Hasto menilai selama ini usia penduduk produktif tidak merata di Indonesia, dan hanya berpusat di Pulau Jawa. Andai ibu kota baru pindah ke Kaltim, maka penyebaran penduduk akan bergeser ke Indonesia bagian timur.

“Ketika banyak angka usia kerja ke sana maka akhirnya terjadi beban keluarga itu turun karena yang produktif lebih banyak dari yang tidak produktif,” katanya kepada sumber yang sama.

BKKBN sendiri mengaku siap setiap saat pindah ke Kaltim, lantaran jumlah pegawai di Jakarta tidak sebanyak yang tersebar di daerah.

Saat ini jumlah PNS BKKBN sebanyak 18.000 tersebar di seluruh Indonesia, termasuk Kaltim. Sementara, di Jakarta hanya 600 PNS.

“Harapan saya dimulai dari yang mudah itu seperti BKKBN, kan lebih mudah dibandingkan kementerian-kementerian yang gemuk lainnya,” jelas Hasto.

Meski demikian, beberapa ASN mengaku sangat cemas dengan rencana pemindahan lokasi kerja itu.

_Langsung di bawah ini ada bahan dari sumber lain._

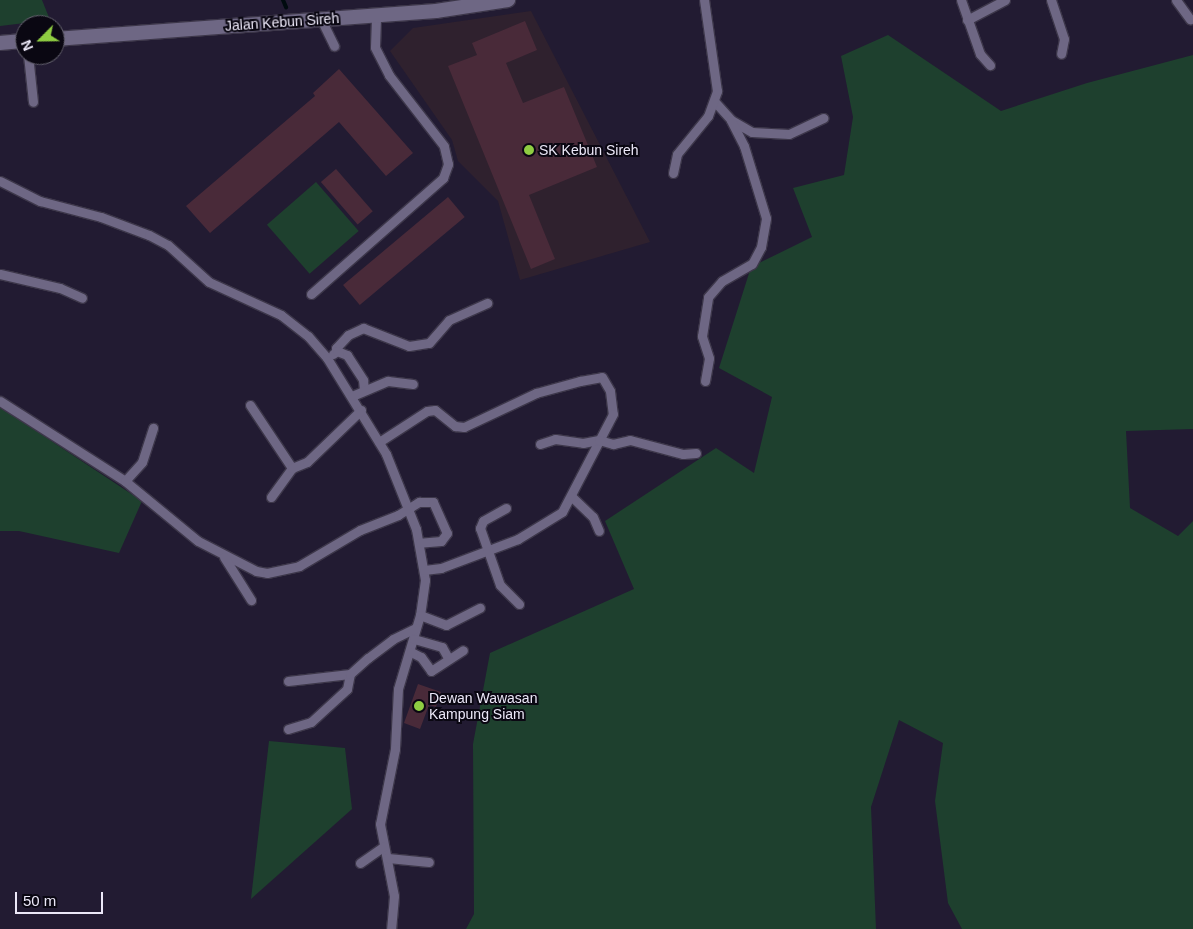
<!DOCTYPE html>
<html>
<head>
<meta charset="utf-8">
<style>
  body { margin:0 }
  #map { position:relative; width:1193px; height:929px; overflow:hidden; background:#221b32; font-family:Arial,sans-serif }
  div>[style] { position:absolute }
  .education>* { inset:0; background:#2f212e }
  .green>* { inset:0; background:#1e402e; transform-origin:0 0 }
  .stream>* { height:4px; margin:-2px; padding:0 2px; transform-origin:2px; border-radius:2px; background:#000b0f }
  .building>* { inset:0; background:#492a39; transform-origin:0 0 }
  .roads { filter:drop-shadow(1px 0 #3d374a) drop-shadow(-1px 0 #3d374a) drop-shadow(0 1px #3d374a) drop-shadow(0 -1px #3d374a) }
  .street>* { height:9px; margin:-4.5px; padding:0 4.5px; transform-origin:4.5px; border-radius:4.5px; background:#6e6784 }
  .secondary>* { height:14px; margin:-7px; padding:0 7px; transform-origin:7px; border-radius:7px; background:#6e6784 }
  .dots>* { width:14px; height:14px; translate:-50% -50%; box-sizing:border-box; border:2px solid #0a0712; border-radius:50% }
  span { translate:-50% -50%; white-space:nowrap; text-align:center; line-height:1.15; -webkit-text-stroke:4px #0a0712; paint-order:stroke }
  .street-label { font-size:14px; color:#ece8f8 }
  .poi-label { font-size:14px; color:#ece8f8 }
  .left { translate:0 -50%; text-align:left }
  .north { position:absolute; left:15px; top:15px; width:50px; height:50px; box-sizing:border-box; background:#0a0712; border:1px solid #64616e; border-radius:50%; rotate:247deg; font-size:14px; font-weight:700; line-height:20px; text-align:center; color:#ece8f8 }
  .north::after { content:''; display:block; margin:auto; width:18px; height:22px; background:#8fcd42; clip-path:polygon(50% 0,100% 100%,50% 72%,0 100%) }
  .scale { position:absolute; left:15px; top:892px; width:88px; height:22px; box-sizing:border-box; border:2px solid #ece8f8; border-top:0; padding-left:6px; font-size:15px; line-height:18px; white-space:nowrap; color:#ece8f8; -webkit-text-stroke:4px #0a0712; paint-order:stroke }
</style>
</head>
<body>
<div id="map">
  <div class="education">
    <i style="clip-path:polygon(531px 11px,650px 242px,520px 280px,498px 201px,458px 161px,452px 140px,390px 51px,413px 28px)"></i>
  </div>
  <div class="green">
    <i style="clip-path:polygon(0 0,42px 0,50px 20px,0 26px)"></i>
    <i style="clip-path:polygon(888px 35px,1001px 111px,1087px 83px,1193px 55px,1193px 429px,1126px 431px,1130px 508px,1178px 536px,1193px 521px,1193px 929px,962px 929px,948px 903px,935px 801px,943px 743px,899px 720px,871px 807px,876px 929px,466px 929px,474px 914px,473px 744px,490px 653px,634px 589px,605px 521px,716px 448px,754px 473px,772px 397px,719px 368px,751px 267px,812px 237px,793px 188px,844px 175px,853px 117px,841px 56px)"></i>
    <i style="left:316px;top:182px;width:65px;height:65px;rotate:49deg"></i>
    <i style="clip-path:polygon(0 407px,142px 501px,119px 553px,19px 531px,0 531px)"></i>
    <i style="clip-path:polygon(269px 741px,345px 748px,352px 809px,251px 899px)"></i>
  </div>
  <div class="stream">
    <i style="left:283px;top:0;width:8px;rotate:67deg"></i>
  </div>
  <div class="building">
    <i style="clip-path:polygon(525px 21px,537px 50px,506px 63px,523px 103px,564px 87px,597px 167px,529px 195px,555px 259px,531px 269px,448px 66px,477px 55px,472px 43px)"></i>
    <i style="clip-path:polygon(339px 69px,413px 153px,386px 176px,339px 122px,210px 233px,186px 206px,315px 96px,313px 93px)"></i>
    <i style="left:336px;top:169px;width:56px;height:20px;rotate:49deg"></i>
    <i style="left:448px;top:197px;width:26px;height:137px;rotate:50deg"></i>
    <i style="clip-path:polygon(418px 684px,441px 692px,436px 707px,429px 705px,420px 729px,404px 723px)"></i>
  </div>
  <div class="roads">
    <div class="street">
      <i style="left:961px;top:0;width:57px;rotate:70.6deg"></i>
      <i style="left:980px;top:54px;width:15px;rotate:48deg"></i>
      <i style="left:1051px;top:0;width:41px;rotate:71.6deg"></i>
      <i style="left:1064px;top:39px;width:15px;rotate:101deg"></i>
      <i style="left:1176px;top:0;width:24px;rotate:54deg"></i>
      <i style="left:321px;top:19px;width:30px;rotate:64deg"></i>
      <i style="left:967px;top:20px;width:43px;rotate:-27.8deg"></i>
      <i style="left:28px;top:55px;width:47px;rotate:83.9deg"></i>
      <i style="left:715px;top:102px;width:24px;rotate:48deg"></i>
      <i style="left:731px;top:120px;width:24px;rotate:30deg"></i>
      <i style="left:752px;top:132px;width:37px;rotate:3deg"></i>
      <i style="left:789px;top:134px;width:38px;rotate:-25deg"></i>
      <i style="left:673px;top:173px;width:19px;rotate:-78deg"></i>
      <i style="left:677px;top:154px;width:49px;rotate:-50.8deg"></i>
      <i style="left:708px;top:116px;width:27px;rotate:-70deg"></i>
      <i style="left:717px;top:91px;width:92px;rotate:-98.1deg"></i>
      <i style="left:0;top:181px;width:45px;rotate:26.6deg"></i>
      <i style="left:40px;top:201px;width:63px;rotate:14.7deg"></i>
      <i style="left:101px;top:217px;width:51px;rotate:20.6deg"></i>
      <i style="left:149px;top:235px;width:21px;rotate:28deg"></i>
      <i style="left:168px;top:245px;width:55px;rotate:42.1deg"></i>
      <i style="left:209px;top:282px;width:79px;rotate:24.6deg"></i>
      <i style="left:281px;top:315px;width:34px;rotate:38deg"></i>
      <i style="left:308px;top:336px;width:29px;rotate:49deg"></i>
      <i style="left:327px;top:358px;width:113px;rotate:58.4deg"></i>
      <i style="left:386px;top:454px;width:81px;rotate:68.2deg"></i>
      <i style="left:416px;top:529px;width:52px;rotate:80deg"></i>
      <i style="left:425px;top:580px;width:35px;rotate:98deg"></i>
      <i style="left:420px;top:615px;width:77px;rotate:106.6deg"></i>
      <i style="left:398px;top:689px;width:60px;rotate:92.9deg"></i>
      <i style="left:395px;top:749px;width:76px;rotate:101.3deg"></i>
      <i style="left:380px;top:824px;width:73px;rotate:79deg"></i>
      <i style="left:394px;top:896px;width:33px;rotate:95deg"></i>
      <i style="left:0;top:274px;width:62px;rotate:13.1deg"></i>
      <i style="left:60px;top:288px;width:24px;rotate:24deg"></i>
      <i style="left:311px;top:294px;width:176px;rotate:-41.3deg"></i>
      <i style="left:443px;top:178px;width:15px;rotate:-70deg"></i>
      <i style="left:448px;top:164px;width:18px;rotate:-103deg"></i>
      <i style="left:444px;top:146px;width:90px;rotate:-127.8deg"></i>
      <i style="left:389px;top:75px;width:31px;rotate:-117deg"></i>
      <i style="left:375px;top:47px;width:31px;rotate:-88deg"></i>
      <i style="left:337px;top:351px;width:3px;rotate:-108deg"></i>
      <i style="left:336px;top:348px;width:18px;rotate:-47deg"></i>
      <i style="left:348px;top:335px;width:17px;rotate:-25deg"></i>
      <i style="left:363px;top:328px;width:49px;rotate:21.4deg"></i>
      <i style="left:409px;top:346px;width:20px;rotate:-9deg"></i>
      <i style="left:429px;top:343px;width:30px;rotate:-49deg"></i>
      <i style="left:449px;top:320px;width:42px;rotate:-24.1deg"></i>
      <i style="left:333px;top:354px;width:5px;rotate:-37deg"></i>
      <i style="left:337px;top:351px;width:11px;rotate:22deg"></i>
      <i style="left:347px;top:355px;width:30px;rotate:57deg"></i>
      <i style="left:363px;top:380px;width:10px;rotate:84deg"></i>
      <i style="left:705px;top:381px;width:23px;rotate:-80deg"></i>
      <i style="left:709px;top:358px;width:23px;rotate:-108deg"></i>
      <i style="left:702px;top:336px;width:39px;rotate:-81deg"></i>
      <i style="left:708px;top:297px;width:21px;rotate:-49deg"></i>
      <i style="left:722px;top:281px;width:34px;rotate:-30deg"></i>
      <i style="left:752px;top:264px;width:19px;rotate:-62deg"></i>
      <i style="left:761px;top:247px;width:29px;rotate:-80deg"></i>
      <i style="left:766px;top:218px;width:75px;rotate:-107deg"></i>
      <i style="left:744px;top:146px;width:29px;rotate:-117deg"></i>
      <i style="left:352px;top:396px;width:39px;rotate:-23deg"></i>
      <i style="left:388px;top:381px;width:25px;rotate:7deg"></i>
      <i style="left:0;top:401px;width:148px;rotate:32.6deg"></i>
      <i style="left:125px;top:481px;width:94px;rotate:39.4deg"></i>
      <i style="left:198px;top:541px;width:65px;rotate:27.3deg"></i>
      <i style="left:256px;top:571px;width:11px;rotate:10deg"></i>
      <i style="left:267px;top:573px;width:33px;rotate:-12deg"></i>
      <i style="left:299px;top:566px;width:71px;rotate:-30.5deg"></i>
      <i style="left:360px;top:530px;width:41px;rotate:-21.5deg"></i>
      <i style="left:398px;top:515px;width:25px;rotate:-32deg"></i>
      <i style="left:419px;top:502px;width:14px"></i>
      <i style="left:433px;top:502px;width:34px;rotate:66deg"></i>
      <i style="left:447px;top:533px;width:10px;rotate:127deg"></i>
      <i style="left:441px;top:541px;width:21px;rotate:175deg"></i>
      <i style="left:250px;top:405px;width:76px;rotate:56.3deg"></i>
      <i style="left:379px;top:442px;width:57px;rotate:-32.9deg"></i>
      <i style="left:427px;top:411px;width:8px;rotate:-7deg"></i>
      <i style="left:435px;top:410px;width:26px;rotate:39deg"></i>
      <i style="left:455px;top:426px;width:9px;rotate:6deg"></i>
      <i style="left:464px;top:427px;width:80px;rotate:-25.3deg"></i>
      <i style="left:536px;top:393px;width:46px;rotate:-15.3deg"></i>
      <i style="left:580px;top:381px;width:22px;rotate:-10deg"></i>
      <i style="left:602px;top:377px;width:16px;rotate:60deg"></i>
      <i style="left:610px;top:391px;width:23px;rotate:83deg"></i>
      <i style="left:613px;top:414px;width:110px;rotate:117.5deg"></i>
      <i style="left:562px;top:512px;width:52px;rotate:148.5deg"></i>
      <i style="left:518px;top:539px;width:82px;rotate:159.4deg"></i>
      <i style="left:441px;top:568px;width:17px;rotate:173deg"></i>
      <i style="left:540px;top:444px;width:16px;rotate:-18deg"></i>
      <i style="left:555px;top:439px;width:28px;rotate:8deg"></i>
      <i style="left:583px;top:443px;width:16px;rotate:-11deg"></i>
      <i style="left:599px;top:440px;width:15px;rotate:16deg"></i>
      <i style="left:613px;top:444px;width:17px;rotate:-13deg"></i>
      <i style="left:630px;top:440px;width:55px;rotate:14.8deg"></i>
      <i style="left:683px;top:454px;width:13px;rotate:-4deg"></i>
      <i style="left:125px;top:481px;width:25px;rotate:-48deg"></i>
      <i style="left:142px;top:462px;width:36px;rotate:-72deg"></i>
      <i style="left:571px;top:496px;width:30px;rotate:44deg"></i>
      <i style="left:593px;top:517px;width:15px;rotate:67deg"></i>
      <i style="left:271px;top:497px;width:36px;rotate:-54deg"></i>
      <i style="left:292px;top:468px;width:16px;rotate:-22deg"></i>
      <i style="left:307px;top:462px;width:75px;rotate:-43.9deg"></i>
      <i style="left:506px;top:508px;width:26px;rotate:151deg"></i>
      <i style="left:483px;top:521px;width:8px;rotate:113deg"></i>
      <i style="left:480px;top:528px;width:60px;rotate:70.7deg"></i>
      <i style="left:500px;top:585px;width:27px;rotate:45deg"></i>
      <i style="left:224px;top:557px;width:51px;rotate:57.9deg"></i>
      <i style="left:420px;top:615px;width:28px;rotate:21deg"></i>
      <i style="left:446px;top:625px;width:38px;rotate:-27deg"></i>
      <i style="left:414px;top:639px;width:29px;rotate:16deg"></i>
      <i style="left:442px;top:647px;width:13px;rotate:61deg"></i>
      <i style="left:411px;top:652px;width:11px;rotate:27deg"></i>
      <i style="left:421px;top:657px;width:17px;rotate:54deg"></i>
      <i style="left:431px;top:671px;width:38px;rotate:-33deg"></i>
      <i style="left:288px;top:681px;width:62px;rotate:-6.4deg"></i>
      <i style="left:288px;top:729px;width:24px;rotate:-17deg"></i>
      <i style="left:311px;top:722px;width:49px;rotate:-42.5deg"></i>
      <i style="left:347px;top:689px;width:15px;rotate:-79deg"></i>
      <i style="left:350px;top:674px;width:24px;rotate:-42deg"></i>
      <i style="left:368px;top:658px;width:31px;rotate:-37deg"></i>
      <i style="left:393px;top:639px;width:25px;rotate:-26deg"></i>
      <i style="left:388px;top:858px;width:41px;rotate:5.6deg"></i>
      <i style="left:360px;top:863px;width:29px;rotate:-35deg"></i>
    </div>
    <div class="secondary">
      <i style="left:55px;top:39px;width:382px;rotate:-4.2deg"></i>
      <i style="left:436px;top:11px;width:73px;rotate:-8.7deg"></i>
      <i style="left:0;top:43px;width:25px;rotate:-5deg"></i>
    </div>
  </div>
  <div class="dots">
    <i style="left:529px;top:150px;background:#8fcd42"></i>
    <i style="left:419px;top:706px;background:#8fcd42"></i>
  </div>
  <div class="street-label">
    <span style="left:282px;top:22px;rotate:-4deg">Jalan Kebun Sireh</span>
  </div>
  <div class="poi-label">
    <span class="left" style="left:539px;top:150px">SK Kebun Sireh</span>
    <span class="left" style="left:429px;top:706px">Dewan Wawasan<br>Kampung Siam</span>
  </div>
  <div class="north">N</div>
  <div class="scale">50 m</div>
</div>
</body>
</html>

Dian, ibu dua anak yang telah menjadi PNS selama lima tahun di salah satu kementerian, mengeluh kepada BBC Indonesia, “Nanti ada fasilitas kesehatan, fasilitas pendidikan, tapi nggak tahu di sana seperti apa, itu saja yang kita jadi pikiran.

Anak Dian yang tertua masih duduk di sekolah dasar, dan yang paling kecil berusia 1,5 tahun. Ia berharap kualitas pendidikan di Kaltim bisa setara dengan di Jakarta.

“Sementara di sini misalnya, sudah bagus pendidikannya. Nah, di sana seperti apa, apakah bisa sama bagusnya, atau lebih bagus,” tambahnya.

Senada, Hafiz, PNS di salah satu kementerian sekaligus orang asli Jakarta yang memiliki anak yang masih di sekolah dasar juga cemas.

“Kalau untuk pendidikannya itu harus dipastikan juga, kalau di Jakarta kan sudah bagus,” katanya.

Tak hanya masalah pendidikan, fasilitas penyangga termasuk hiburan juga harus dipikirkan masak-masak.

“Lebih ke mental, menguatkan diri kalau tinggal di tempat baru yang fasilitasnya tidak selengkap di Jakarta. Kalau di Jakarta kita punya, punya hiburan, olahraga, konser, hiburan apa pun mudah didapat. Kalau tinggal di situ pasti minimal fasilitas dan infrastruktur,” kata Hanna, salah seorang ASN lainnya, dilansir dari sumber yang sama.

“Belum pernah ke sana. Tapi berharap layak untuk ditinggali,” imbuhnya.

Lantas, bagi mereka yang tetap enggan pindah ke Kalimantan karena alasan keluarga dan fasilitas, apa solusi dari pemerintah? Bagi yang menolak, ujar Syafrudin, harus siap menerima pensiun dini.